EXERCISE AIM → Below are some records. Write out the line that contains "Annotate the street" and all lines after it, exactly, but not the pictures.

Stored data:
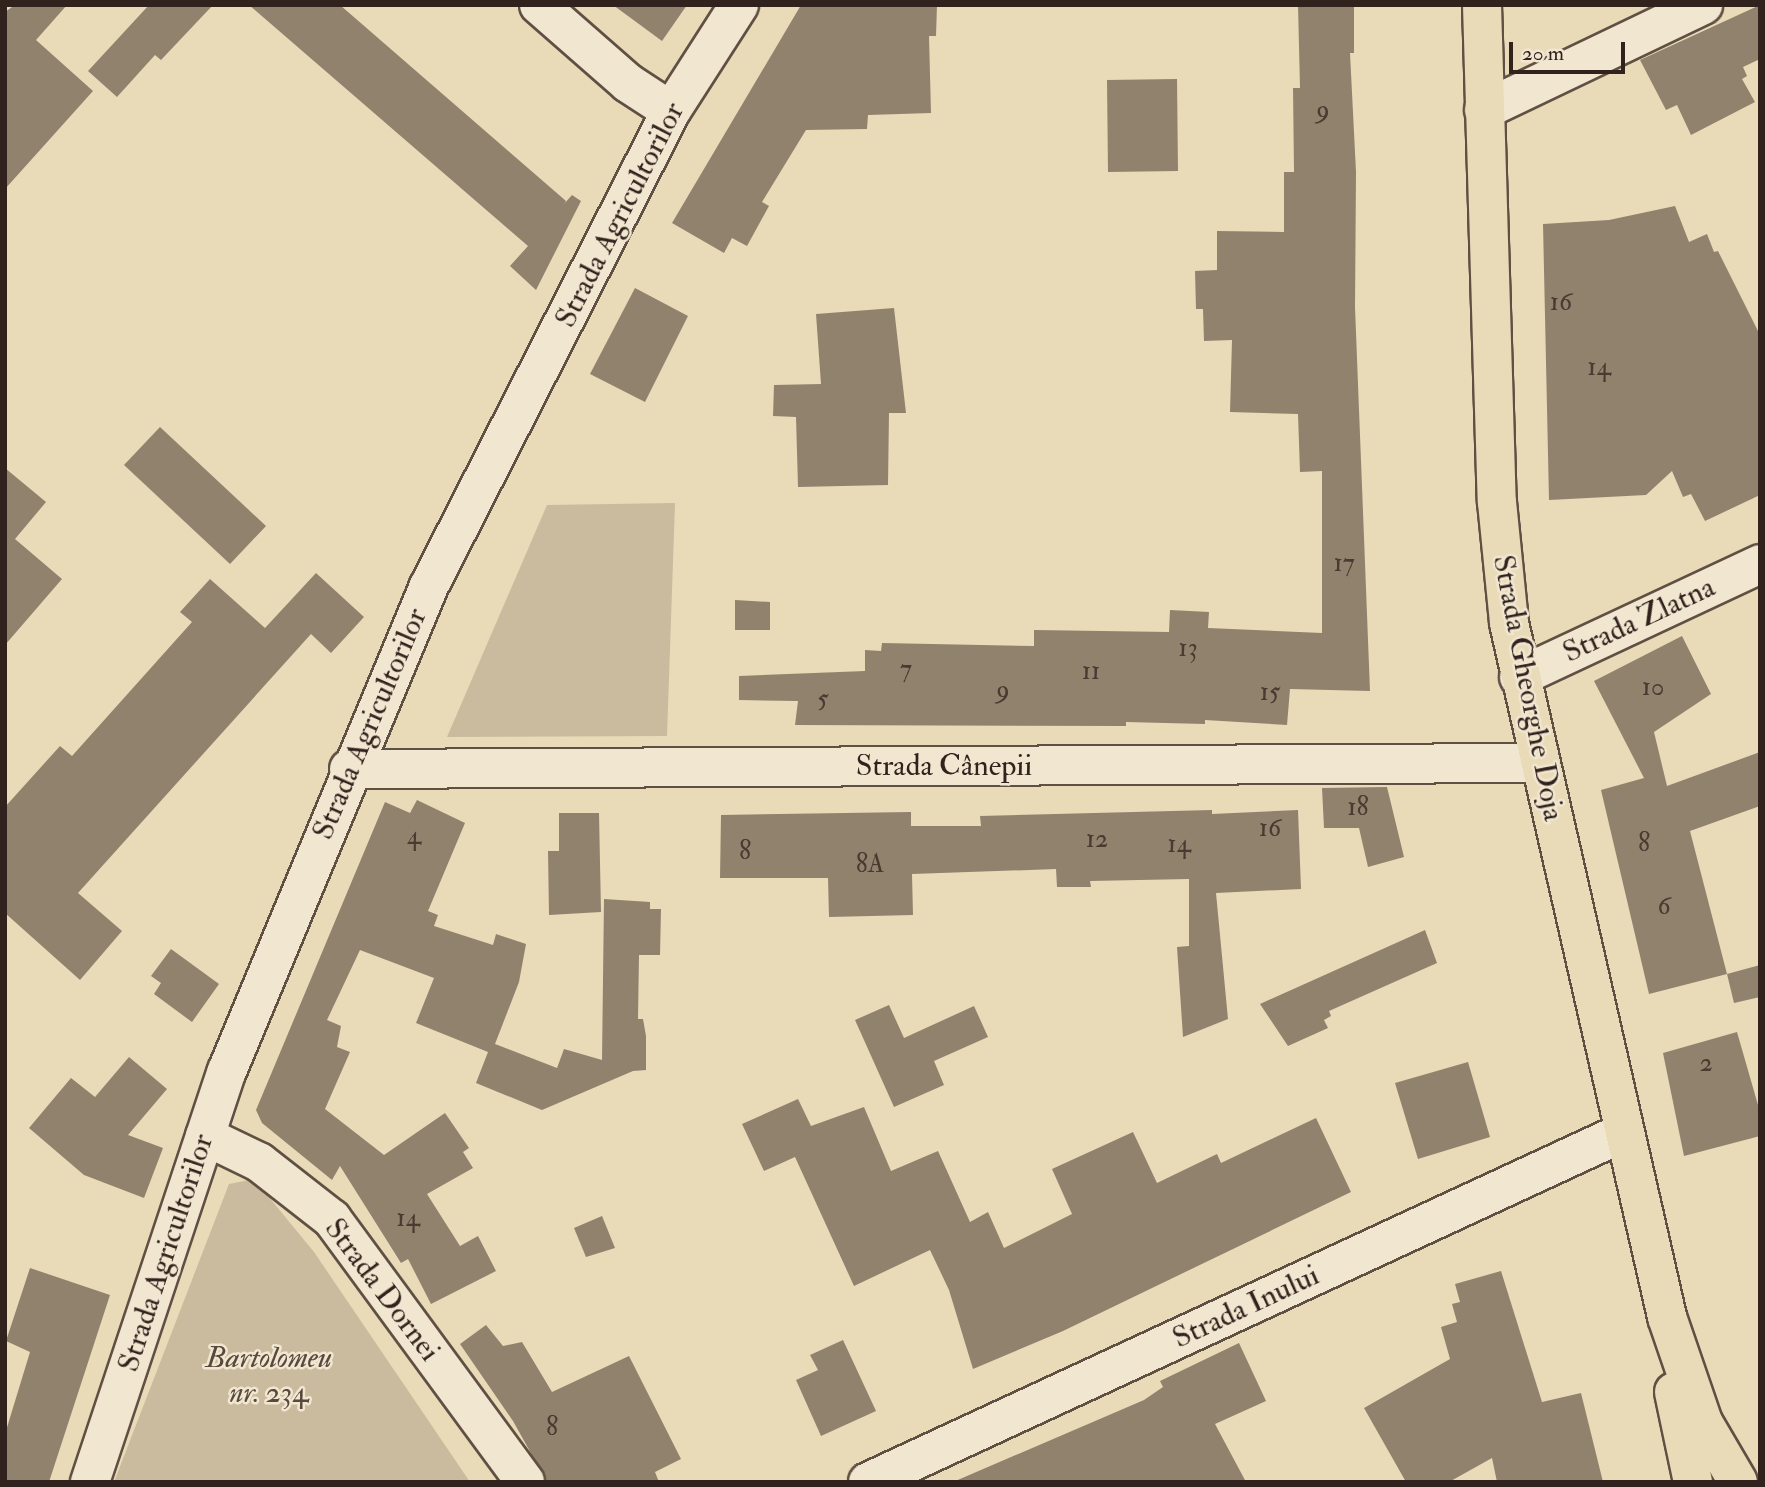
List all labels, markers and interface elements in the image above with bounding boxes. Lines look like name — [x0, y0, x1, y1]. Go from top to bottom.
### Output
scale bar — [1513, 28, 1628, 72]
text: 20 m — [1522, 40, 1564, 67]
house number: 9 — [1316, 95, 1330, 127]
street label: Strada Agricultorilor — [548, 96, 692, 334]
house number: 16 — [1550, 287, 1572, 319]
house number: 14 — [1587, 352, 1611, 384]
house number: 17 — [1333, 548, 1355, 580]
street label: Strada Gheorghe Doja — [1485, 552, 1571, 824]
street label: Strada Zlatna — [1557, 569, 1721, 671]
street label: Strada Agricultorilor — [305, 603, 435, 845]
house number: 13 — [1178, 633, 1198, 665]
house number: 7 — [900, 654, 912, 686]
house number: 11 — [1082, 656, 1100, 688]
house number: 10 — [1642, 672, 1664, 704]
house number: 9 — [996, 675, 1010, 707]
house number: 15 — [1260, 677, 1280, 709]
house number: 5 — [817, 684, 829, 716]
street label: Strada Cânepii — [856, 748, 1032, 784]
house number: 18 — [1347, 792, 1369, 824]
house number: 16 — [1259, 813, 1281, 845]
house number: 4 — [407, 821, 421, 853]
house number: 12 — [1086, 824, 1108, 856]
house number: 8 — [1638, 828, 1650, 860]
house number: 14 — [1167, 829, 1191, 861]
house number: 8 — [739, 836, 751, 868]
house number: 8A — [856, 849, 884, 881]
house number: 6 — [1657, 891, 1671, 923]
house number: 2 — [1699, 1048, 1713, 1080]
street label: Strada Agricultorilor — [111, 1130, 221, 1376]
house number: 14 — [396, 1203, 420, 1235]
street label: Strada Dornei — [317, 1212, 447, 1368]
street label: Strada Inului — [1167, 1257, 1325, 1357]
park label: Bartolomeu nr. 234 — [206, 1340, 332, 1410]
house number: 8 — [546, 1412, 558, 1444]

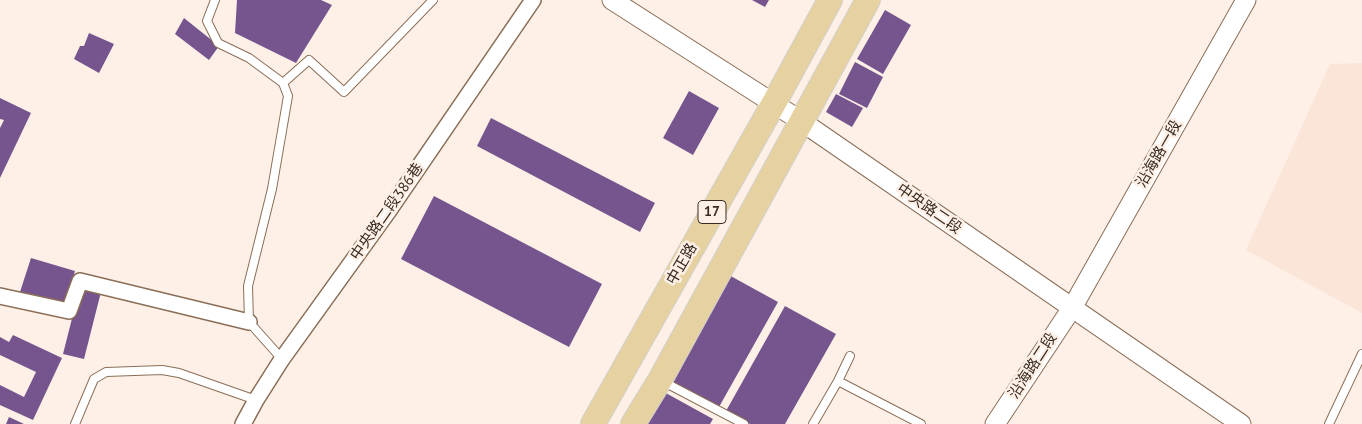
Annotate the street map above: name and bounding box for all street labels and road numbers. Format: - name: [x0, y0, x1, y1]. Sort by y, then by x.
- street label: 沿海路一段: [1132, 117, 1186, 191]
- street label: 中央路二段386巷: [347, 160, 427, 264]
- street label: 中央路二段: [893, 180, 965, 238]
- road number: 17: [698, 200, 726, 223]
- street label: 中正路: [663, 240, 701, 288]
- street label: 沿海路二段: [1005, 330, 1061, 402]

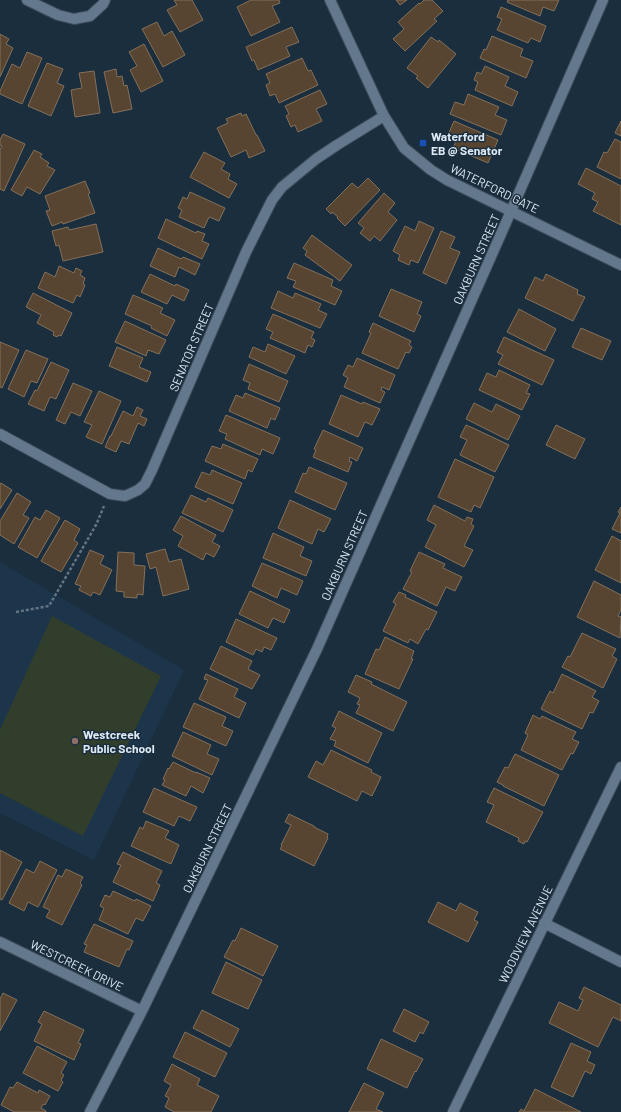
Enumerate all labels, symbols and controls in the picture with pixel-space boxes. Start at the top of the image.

OUTPUT FOR THIS EXERCISE →
Annotate the street map above: name and bounding box for all street labels and road numbers. Format: - name: [x0, y0, x1, y1]. Sort by y, then by x.
- street label: 沿海路一段: [1132, 117, 1186, 191]
- street label: 中央路二段386巷: [347, 160, 427, 264]
- street label: 中央路二段: [893, 180, 965, 238]
- road number: 17: [698, 200, 726, 223]
- street label: 中正路: [663, 240, 701, 288]
- street label: 沿海路二段: [1005, 330, 1061, 402]

Enumerate all labels, symbols and controls in the picture with pixel-space boxes. Start at the top of the image.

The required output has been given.